Exercise aim — Retype every record that follows, character for character.

Records from a data collection:
>>>
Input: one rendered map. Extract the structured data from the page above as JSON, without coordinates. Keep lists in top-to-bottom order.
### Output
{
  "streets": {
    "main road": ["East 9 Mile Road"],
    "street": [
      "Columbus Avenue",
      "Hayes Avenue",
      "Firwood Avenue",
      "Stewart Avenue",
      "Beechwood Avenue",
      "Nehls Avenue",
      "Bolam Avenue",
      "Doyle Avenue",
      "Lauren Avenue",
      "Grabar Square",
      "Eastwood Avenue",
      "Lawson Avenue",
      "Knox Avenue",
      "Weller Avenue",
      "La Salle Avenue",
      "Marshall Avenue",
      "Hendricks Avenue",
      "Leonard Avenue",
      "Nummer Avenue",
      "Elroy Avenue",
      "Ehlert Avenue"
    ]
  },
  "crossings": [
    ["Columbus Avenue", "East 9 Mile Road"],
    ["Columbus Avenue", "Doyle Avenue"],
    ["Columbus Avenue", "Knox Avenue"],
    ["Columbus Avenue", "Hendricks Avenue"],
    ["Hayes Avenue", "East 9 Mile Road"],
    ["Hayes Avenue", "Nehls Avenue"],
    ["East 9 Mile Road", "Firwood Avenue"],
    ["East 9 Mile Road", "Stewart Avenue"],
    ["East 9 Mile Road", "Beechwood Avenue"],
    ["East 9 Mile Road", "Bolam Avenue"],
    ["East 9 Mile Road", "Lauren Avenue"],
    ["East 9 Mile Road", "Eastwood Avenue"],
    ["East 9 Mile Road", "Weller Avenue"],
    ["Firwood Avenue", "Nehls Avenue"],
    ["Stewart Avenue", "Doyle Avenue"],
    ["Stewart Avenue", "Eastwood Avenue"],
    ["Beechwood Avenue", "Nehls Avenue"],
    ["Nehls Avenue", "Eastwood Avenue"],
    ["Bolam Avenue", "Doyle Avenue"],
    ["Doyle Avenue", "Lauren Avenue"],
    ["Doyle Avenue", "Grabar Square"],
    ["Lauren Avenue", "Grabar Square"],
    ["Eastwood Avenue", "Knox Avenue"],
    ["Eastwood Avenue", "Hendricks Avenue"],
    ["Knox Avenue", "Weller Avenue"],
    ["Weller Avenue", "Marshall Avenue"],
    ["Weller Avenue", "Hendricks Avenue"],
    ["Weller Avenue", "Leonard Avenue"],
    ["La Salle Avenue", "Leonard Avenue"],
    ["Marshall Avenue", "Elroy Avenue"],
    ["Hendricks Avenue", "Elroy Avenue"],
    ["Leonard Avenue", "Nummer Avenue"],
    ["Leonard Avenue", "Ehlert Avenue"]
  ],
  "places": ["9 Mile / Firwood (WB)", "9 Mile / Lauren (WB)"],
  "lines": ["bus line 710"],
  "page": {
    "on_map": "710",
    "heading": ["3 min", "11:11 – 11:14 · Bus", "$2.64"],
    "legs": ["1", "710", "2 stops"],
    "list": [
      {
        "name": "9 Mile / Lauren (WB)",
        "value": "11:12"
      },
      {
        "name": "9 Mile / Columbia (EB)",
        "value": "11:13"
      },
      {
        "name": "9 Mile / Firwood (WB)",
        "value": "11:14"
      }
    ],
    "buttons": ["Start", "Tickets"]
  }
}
<<<
Response to this task —
Input: one rendered map. Extract the structured data from the page above as JSON, without coordinates. Keep lists in top-to-bottom order.
### Output
{
  "streets": {
    "main road": ["East 9 Mile Road"],
    "street": [
      "Columbus Avenue",
      "Hayes Avenue",
      "Firwood Avenue",
      "Stewart Avenue",
      "Beechwood Avenue",
      "Nehls Avenue",
      "Bolam Avenue",
      "Doyle Avenue",
      "Lauren Avenue",
      "Grabar Square",
      "Eastwood Avenue",
      "Lawson Avenue",
      "Knox Avenue",
      "Weller Avenue",
      "La Salle Avenue",
      "Marshall Avenue",
      "Hendricks Avenue",
      "Leonard Avenue",
      "Nummer Avenue",
      "Elroy Avenue",
      "Ehlert Avenue"
    ]
  },
  "crossings": [
    ["Columbus Avenue", "East 9 Mile Road"],
    ["Columbus Avenue", "Doyle Avenue"],
    ["Columbus Avenue", "Knox Avenue"],
    ["Columbus Avenue", "Hendricks Avenue"],
    ["Hayes Avenue", "East 9 Mile Road"],
    ["Hayes Avenue", "Nehls Avenue"],
    ["East 9 Mile Road", "Firwood Avenue"],
    ["East 9 Mile Road", "Stewart Avenue"],
    ["East 9 Mile Road", "Beechwood Avenue"],
    ["East 9 Mile Road", "Bolam Avenue"],
    ["East 9 Mile Road", "Lauren Avenue"],
    ["East 9 Mile Road", "Eastwood Avenue"],
    ["East 9 Mile Road", "Weller Avenue"],
    ["Firwood Avenue", "Nehls Avenue"],
    ["Stewart Avenue", "Doyle Avenue"],
    ["Stewart Avenue", "Eastwood Avenue"],
    ["Beechwood Avenue", "Nehls Avenue"],
    ["Nehls Avenue", "Eastwood Avenue"],
    ["Bolam Avenue", "Doyle Avenue"],
    ["Doyle Avenue", "Lauren Avenue"],
    ["Doyle Avenue", "Grabar Square"],
    ["Lauren Avenue", "Grabar Square"],
    ["Eastwood Avenue", "Knox Avenue"],
    ["Eastwood Avenue", "Hendricks Avenue"],
    ["Knox Avenue", "Weller Avenue"],
    ["Weller Avenue", "Marshall Avenue"],
    ["Weller Avenue", "Hendricks Avenue"],
    ["Weller Avenue", "Leonard Avenue"],
    ["La Salle Avenue", "Leonard Avenue"],
    ["Marshall Avenue", "Elroy Avenue"],
    ["Hendricks Avenue", "Elroy Avenue"],
    ["Leonard Avenue", "Nummer Avenue"],
    ["Leonard Avenue", "Ehlert Avenue"]
  ],
  "places": ["9 Mile / Firwood (WB)", "9 Mile / Lauren (WB)"],
  "lines": ["bus line 710"],
  "page": {
    "on_map": "710",
    "heading": ["3 min", "11:11 – 11:14 · Bus", "$2.64"],
    "legs": ["1", "710", "2 stops"],
    "list": [
      {
        "name": "9 Mile / Lauren (WB)",
        "value": "11:12"
      },
      {
        "name": "9 Mile / Columbia (EB)",
        "value": "11:13"
      },
      {
        "name": "9 Mile / Firwood (WB)",
        "value": "11:14"
      }
    ],
    "buttons": ["Start", "Tickets"]
  }
}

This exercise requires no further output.